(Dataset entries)
^^^^^^^^^^^^^^^^

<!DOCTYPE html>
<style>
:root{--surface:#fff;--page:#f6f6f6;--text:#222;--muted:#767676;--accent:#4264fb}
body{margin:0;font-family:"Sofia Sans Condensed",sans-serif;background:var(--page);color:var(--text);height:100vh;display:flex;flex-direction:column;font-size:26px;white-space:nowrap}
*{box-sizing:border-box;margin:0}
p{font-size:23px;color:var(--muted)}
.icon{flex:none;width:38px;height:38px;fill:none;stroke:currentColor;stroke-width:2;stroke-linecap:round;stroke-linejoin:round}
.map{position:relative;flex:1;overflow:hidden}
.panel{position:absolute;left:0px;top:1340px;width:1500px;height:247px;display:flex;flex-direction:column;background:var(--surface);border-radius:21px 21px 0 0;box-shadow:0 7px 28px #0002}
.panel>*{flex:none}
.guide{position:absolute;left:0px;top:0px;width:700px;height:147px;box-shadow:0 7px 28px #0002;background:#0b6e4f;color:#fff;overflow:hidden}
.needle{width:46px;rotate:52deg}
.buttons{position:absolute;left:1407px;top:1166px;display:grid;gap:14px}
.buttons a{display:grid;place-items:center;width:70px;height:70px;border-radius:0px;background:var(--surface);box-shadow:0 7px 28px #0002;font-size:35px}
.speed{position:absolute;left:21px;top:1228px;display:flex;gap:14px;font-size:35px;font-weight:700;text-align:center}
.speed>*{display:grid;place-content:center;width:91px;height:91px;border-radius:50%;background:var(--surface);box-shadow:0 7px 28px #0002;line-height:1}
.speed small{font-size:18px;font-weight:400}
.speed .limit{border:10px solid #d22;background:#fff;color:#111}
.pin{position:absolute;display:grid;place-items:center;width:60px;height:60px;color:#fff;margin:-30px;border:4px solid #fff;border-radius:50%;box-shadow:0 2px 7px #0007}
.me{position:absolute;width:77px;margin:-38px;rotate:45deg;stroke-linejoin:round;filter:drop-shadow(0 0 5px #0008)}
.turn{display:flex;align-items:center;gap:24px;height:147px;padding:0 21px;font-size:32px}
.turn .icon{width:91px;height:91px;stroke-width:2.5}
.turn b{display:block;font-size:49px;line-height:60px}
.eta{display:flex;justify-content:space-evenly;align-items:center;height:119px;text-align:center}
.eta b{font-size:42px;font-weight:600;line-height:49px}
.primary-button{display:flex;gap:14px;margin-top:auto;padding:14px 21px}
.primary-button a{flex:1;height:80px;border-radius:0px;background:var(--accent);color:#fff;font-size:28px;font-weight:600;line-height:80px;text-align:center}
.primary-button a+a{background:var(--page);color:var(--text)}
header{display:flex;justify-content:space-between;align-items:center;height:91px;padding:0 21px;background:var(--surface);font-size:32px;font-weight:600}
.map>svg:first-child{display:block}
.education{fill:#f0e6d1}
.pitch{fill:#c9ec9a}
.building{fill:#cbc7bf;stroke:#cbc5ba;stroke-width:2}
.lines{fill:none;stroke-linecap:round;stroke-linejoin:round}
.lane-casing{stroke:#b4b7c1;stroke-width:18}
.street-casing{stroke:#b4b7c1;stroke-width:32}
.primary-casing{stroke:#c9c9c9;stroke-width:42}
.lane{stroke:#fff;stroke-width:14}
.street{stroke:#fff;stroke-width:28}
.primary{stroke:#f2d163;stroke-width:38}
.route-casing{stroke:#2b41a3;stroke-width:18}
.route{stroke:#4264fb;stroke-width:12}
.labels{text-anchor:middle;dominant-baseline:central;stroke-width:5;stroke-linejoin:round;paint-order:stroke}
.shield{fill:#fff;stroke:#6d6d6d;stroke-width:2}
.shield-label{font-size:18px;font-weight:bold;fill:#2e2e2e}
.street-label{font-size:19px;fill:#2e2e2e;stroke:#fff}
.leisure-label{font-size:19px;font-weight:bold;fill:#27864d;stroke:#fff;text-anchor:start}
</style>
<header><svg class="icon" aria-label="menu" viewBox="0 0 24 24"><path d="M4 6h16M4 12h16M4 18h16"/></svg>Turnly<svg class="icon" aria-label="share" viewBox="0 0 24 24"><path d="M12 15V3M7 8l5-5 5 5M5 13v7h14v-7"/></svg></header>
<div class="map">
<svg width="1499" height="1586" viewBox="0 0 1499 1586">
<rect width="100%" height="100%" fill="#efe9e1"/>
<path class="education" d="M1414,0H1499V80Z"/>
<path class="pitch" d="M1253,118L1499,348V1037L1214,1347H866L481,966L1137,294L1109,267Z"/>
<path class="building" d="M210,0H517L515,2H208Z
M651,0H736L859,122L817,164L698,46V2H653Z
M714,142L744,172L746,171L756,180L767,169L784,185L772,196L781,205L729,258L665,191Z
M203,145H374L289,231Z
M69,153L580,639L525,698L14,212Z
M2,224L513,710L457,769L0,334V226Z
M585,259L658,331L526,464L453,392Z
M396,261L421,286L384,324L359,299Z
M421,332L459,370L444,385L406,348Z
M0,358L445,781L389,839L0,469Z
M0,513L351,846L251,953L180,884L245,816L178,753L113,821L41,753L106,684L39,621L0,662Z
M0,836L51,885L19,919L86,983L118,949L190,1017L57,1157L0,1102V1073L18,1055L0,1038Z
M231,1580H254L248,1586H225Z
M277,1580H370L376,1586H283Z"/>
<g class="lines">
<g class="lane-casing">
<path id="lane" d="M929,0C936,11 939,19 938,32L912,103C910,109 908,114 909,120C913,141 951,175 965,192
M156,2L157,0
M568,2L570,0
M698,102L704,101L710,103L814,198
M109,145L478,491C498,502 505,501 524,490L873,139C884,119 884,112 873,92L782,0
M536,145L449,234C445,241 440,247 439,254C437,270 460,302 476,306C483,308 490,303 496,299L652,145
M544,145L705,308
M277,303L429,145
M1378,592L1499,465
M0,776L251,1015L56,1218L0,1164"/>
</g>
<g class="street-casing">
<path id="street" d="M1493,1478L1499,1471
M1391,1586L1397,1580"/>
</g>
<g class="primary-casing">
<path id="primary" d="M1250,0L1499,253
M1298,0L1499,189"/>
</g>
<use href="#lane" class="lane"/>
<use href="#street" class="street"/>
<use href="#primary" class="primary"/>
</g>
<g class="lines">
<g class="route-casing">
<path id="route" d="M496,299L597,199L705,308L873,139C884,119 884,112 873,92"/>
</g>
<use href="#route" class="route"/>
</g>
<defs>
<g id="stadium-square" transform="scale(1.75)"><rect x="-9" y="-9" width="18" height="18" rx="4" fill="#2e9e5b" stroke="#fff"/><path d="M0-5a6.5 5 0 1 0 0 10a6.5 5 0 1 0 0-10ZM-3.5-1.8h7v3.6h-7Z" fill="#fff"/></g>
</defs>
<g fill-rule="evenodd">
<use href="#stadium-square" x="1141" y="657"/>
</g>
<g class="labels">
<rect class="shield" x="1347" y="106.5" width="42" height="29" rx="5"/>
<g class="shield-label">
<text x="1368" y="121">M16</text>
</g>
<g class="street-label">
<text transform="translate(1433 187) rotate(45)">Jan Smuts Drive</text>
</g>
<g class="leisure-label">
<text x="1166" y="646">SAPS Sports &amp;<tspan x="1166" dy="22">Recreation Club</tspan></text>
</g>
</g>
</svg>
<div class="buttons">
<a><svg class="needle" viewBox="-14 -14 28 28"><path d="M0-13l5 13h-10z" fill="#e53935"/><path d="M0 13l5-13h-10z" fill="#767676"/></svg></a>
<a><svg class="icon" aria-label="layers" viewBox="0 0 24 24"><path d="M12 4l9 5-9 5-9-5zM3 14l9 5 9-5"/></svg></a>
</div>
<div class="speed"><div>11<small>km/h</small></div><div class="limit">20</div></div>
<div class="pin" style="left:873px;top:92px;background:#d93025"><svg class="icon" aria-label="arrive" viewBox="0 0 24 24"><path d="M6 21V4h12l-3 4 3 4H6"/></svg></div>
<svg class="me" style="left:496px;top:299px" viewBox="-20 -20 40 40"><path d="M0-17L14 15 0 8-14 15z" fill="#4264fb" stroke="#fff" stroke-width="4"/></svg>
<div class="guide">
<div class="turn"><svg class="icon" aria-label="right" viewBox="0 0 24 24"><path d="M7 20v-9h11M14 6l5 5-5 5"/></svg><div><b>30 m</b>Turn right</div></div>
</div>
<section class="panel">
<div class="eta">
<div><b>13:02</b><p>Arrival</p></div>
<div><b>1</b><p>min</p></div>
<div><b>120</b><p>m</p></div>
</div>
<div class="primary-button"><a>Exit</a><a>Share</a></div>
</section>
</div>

^^^^^^^^^^^^^^^^

* _Problem description_:
Isolate the lines above that contain the word "needle" and copy them.

* _Written solution_:
.needle{width:46px;rotate:52deg}
<a><svg class="needle" viewBox="-14 -14 28 28"><path d="M0-13l5 13h-10z" fill="#e53935"/><path d="M0 13l5-13h-10z" fill="#767676"/></svg></a>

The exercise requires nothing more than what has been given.